Throughout, Handel, his librettist, Thomas Morell, Sellars, and his players prohibit our
forgetting the palpability of the dead, of the living, the two intermixed beyond the logic of
explanation, an intermixture that, were all involved to acquiesce in it, might reorder the
morning that is almost here.
I begin with a sonic picture of our need to acknowledge what we may resist considering because
much of the work which follows my introduction concerns interminglings, intervolvings by which
our world would only be enriched, if we could consent to admitting them. For admittance results
from a kind of seeing; what we see, we can act on; and, given that we live in the midst of a
climate change produced largely by our own behaviors, “to refuse to act,” as Elizabeth Kolbert
warns in Field Notes from a Catastrophe (2006), is not to free ourselves of
“consequences, but to rush toward them” (187). Yet, since behaviors issue from desires, yielded
to or checked, since desires play on persons, to reconceive the performer is to allow for the
possibility that his performances may submit to transformation.
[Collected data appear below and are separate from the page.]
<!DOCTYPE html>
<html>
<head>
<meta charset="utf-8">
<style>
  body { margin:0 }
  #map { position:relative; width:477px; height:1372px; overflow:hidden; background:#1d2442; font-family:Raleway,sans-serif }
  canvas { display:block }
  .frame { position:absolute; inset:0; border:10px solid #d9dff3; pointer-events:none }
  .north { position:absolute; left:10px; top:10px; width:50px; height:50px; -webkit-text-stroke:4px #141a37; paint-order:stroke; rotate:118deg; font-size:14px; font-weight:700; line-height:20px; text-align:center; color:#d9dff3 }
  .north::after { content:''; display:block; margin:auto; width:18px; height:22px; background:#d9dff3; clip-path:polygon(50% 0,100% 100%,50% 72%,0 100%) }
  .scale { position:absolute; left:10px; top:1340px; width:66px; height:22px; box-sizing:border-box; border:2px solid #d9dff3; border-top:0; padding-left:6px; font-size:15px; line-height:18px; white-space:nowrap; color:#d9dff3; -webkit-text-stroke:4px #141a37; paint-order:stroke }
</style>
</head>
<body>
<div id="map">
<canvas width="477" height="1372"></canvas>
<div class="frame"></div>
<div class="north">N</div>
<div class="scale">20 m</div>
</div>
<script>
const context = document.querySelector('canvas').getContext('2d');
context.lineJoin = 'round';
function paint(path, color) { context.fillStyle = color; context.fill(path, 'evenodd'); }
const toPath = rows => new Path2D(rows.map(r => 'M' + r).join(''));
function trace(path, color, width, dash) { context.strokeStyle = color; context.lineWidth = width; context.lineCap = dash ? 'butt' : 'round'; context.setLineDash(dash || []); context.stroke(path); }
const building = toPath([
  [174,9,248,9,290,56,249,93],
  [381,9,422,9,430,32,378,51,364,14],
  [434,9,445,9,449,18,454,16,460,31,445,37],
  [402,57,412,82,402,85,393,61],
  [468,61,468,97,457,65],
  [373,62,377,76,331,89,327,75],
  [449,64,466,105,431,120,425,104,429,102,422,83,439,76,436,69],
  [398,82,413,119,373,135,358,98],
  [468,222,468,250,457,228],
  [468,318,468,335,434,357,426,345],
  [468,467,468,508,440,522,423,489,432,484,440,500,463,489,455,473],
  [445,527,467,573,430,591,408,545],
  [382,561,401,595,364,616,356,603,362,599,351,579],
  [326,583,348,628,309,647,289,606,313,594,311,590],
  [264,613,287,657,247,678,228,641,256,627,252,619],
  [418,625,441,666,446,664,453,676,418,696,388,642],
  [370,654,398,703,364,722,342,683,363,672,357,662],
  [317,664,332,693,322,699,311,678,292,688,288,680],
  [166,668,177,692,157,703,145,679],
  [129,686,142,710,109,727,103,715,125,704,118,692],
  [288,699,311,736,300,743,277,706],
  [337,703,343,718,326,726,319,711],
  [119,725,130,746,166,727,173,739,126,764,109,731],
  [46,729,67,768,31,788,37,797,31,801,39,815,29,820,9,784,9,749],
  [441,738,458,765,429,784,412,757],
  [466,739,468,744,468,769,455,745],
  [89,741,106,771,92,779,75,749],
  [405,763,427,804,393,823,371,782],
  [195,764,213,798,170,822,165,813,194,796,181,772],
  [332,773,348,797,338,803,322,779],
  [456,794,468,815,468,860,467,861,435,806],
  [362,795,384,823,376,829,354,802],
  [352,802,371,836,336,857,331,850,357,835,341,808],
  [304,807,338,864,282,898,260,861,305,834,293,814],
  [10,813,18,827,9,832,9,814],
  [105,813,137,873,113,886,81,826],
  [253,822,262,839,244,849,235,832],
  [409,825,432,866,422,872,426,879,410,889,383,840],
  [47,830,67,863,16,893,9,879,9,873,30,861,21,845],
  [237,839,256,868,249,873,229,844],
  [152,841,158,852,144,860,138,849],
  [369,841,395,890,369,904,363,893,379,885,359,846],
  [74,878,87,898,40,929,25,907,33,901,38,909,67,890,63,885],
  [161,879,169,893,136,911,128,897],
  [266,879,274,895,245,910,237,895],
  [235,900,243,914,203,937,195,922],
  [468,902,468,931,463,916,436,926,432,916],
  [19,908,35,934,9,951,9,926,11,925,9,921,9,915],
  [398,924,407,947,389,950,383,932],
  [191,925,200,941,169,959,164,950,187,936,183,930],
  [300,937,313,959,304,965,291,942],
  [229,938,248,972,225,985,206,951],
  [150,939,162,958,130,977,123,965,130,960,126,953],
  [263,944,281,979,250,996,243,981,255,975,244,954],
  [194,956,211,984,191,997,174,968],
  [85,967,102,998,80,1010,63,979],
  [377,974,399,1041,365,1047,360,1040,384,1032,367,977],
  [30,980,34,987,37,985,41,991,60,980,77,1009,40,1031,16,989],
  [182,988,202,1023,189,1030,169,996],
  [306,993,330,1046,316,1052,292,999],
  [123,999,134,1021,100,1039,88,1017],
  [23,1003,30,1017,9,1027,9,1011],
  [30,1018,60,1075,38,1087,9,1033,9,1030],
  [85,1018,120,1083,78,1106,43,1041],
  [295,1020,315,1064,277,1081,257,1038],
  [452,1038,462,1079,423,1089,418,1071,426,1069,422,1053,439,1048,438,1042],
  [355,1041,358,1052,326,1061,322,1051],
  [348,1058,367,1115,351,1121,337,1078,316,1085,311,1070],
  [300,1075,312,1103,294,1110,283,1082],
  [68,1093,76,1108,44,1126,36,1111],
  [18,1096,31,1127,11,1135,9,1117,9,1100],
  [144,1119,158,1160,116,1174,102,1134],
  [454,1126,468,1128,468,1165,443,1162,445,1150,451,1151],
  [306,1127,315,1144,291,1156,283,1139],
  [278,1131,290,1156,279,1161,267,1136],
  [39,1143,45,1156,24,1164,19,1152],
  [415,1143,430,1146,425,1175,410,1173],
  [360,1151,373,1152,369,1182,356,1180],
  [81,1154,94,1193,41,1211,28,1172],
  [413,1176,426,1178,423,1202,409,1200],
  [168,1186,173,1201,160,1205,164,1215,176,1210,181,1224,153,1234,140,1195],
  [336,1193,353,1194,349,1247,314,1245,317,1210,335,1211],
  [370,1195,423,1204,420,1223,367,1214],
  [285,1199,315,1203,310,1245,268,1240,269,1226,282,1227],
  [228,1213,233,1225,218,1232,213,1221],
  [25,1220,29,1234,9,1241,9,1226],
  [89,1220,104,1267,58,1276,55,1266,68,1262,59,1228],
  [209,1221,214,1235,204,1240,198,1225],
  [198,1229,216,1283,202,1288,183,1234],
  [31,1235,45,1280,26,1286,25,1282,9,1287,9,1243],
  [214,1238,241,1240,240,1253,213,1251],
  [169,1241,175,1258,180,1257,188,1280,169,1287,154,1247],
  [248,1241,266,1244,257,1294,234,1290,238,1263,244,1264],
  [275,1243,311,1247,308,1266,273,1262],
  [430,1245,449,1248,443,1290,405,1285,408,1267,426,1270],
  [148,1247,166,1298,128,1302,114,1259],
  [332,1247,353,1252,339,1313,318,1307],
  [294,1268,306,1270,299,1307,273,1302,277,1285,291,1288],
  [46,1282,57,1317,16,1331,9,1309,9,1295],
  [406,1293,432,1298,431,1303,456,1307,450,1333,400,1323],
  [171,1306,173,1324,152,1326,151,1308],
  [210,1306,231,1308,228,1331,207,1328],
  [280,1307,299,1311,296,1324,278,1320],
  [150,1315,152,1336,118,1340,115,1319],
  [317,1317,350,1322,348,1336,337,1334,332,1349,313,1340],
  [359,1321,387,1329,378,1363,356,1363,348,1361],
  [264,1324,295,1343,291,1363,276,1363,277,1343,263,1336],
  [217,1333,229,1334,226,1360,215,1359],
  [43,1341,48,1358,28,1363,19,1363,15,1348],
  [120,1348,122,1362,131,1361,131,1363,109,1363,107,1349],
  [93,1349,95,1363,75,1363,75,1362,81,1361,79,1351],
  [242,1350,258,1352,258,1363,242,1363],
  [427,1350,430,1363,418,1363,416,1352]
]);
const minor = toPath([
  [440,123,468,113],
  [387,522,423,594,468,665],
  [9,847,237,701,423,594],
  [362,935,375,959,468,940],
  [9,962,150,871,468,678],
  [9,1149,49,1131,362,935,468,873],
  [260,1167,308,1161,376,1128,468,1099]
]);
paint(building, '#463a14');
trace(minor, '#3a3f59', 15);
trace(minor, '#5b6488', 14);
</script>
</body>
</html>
Once we combine that
potential transformation with the notion of interrelationship, with the concept that the human
cannot be an “itself,” isolated from the outside of which it must be a part, from an
interdependency with entities animate and inanimate, we arrive at the near comprehension
that we may be other than we know, that our actuated desires fail the world into which we
insert them when we operate under an impoverished vision of what relation means, one
grounded in simple equivalence or opposition. Thus, the effort to shift our sense of the
relational can guide us to shifting the personhoods by which we thought we were defined, to
modifying the ways in which we bear on the many things among which we live. As a work of art
manifests an approach to the envisaging act, represents that act, we ought to be capable of
transferring the closeness of our attention to it, regardless of its difficulties, because of
those difficulties, to the world that, on the edges of any text, merits all the attending
we permit ourselves to imagine offering it. And this admixture of attentiveness and
imagination leads me to my primary subject–Virginia Woolf.
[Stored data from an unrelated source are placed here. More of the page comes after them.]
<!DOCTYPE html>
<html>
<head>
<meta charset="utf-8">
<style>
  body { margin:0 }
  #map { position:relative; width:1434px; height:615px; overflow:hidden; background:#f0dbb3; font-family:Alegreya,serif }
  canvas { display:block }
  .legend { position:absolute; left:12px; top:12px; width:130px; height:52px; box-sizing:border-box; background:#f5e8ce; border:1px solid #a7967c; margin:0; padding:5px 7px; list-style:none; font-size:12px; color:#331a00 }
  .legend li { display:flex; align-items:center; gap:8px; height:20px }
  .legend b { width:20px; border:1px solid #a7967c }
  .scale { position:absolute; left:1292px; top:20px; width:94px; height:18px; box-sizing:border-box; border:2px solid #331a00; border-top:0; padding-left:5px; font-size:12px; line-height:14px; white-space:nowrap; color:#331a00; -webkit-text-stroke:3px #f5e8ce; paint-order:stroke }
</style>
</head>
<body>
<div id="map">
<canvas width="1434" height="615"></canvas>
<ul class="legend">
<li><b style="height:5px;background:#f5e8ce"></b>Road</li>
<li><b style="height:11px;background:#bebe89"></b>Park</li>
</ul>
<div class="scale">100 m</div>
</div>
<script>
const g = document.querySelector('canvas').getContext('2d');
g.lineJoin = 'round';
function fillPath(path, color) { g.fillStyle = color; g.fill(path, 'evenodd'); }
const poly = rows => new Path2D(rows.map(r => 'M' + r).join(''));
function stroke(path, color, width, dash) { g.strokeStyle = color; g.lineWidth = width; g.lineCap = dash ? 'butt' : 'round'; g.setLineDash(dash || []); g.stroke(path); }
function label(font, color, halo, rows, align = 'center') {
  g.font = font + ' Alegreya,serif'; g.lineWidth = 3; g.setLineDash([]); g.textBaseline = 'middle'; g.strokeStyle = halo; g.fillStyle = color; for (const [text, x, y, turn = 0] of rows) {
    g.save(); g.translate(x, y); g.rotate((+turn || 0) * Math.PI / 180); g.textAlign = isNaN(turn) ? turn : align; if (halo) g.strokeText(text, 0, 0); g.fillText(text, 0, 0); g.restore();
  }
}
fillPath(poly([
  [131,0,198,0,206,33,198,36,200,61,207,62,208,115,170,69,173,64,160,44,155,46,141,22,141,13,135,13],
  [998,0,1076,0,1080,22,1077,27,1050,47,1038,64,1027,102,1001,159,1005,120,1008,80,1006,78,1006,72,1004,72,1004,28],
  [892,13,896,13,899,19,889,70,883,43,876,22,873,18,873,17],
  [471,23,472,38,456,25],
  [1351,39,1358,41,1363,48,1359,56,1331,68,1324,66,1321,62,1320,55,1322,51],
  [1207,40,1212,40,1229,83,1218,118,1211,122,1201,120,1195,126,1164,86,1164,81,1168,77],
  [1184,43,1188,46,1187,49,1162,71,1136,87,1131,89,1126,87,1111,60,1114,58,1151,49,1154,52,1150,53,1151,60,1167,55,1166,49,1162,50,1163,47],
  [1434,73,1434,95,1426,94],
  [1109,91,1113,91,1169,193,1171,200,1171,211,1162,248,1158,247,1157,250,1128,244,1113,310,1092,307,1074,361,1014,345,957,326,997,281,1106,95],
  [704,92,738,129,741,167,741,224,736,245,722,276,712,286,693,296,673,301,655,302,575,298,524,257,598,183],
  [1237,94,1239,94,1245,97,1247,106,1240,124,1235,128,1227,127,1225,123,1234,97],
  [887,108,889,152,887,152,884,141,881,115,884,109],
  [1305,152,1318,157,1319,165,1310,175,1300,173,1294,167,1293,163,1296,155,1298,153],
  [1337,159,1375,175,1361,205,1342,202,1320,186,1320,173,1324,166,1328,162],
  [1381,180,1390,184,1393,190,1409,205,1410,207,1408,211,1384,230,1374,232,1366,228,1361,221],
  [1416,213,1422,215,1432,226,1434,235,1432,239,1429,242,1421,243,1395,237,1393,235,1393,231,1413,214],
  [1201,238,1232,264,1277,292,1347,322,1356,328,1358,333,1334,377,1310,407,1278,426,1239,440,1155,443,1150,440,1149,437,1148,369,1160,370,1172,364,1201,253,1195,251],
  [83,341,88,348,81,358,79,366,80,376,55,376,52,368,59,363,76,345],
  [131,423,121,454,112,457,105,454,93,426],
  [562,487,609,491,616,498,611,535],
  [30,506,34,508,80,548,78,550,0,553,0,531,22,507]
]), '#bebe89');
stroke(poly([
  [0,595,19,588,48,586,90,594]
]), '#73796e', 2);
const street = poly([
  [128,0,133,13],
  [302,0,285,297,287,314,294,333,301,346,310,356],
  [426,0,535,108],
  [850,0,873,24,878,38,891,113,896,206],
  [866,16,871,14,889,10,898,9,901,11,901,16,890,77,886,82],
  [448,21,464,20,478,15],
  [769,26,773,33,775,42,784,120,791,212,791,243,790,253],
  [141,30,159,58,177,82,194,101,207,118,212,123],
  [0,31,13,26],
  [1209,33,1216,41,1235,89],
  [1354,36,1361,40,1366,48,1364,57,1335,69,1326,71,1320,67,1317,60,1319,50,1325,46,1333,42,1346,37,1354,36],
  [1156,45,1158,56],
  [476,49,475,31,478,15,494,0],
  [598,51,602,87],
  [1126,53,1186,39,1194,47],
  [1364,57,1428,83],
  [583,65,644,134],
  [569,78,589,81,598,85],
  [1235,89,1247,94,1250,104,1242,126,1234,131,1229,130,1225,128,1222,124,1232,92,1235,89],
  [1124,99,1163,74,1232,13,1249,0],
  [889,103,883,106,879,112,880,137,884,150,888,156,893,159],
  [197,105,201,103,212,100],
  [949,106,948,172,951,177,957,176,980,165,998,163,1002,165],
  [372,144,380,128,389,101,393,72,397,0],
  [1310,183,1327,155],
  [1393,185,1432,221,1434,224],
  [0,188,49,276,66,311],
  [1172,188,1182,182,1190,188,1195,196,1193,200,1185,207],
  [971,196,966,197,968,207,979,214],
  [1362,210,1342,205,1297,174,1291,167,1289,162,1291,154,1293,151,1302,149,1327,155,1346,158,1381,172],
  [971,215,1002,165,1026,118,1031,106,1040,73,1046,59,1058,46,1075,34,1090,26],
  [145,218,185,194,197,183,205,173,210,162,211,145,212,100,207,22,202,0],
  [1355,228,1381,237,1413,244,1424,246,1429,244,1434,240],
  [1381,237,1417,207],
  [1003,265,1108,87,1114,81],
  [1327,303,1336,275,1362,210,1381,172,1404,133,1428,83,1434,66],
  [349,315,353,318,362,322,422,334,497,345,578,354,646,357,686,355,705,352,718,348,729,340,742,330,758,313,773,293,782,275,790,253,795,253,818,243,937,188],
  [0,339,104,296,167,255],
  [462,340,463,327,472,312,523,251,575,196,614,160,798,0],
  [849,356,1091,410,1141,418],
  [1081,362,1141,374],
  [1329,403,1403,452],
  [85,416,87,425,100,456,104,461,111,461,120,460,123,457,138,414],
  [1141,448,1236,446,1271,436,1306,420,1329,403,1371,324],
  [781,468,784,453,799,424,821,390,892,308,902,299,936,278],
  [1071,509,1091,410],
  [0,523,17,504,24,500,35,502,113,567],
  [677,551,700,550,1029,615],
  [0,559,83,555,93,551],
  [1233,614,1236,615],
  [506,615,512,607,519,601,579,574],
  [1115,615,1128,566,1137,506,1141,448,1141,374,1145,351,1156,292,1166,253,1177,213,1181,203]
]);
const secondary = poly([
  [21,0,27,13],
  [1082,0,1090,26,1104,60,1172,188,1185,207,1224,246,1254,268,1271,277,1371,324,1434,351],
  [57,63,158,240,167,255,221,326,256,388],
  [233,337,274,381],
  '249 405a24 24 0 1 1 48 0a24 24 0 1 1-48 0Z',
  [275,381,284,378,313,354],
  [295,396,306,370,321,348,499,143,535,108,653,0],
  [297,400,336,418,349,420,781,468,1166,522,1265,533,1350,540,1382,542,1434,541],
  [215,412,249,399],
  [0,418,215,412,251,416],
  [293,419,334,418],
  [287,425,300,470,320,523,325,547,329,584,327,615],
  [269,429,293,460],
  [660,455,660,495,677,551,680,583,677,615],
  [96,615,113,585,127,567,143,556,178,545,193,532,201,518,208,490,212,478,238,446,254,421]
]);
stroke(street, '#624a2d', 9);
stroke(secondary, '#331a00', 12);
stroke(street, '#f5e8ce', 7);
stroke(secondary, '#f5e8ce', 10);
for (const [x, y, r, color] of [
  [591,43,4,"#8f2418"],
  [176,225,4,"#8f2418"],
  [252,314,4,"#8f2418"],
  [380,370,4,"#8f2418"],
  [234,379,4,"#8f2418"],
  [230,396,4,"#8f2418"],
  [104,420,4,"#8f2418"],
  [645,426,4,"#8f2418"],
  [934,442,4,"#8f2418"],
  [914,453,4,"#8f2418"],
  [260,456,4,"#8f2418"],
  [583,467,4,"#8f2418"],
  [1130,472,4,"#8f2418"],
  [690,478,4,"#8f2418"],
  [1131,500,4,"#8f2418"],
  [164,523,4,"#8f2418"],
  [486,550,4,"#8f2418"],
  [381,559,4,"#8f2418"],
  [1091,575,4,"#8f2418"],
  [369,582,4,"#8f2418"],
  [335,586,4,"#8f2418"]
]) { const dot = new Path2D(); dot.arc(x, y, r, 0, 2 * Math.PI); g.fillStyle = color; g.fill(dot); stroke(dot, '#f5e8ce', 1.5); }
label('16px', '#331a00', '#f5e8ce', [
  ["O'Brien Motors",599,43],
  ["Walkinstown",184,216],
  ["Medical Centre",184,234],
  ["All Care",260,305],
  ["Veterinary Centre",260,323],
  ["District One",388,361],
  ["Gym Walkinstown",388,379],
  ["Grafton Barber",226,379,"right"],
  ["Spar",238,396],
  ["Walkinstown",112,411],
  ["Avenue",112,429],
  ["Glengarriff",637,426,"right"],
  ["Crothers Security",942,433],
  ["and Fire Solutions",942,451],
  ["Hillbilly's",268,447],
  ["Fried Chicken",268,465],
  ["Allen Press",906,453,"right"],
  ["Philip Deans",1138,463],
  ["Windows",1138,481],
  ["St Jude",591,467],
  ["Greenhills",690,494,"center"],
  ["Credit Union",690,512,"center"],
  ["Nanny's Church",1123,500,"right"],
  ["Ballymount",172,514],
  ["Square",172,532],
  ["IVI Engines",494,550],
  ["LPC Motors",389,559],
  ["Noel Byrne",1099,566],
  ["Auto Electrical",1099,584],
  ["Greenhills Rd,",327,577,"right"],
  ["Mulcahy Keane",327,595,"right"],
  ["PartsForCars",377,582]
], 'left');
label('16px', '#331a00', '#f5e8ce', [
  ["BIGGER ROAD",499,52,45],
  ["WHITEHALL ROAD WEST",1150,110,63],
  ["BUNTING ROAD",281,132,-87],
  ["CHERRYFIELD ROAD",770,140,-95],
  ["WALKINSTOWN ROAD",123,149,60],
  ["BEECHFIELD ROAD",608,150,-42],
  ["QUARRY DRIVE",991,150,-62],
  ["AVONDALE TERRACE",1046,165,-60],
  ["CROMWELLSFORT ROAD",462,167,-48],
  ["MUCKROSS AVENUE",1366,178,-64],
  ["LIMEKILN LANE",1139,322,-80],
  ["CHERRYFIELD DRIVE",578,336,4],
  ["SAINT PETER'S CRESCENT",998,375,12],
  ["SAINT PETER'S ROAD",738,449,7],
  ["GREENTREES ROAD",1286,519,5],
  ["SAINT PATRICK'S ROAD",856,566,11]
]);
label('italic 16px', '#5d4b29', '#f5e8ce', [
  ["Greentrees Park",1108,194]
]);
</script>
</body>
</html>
In teaching my classes at New York University, I find that a few students seem moved by Lieberson and her scene, that one or two appear to carry her resonances with them. But, when working–however briefly–with the Joni Mitchell quote that I employ as an epigraph to this post, my students largely tell me, responding to the question, what is Mitchell saying here?: well, there’s a canary; there’s a coal-mine; and that’s all. They don’t yet see that a collection of words, like an image, is framed by what shudders around it, and that the world surrounds and intersects with both.
I think, today, that we must never let the singing stop, that those elongated vowels of song tell us how the world keeps on spinning into life.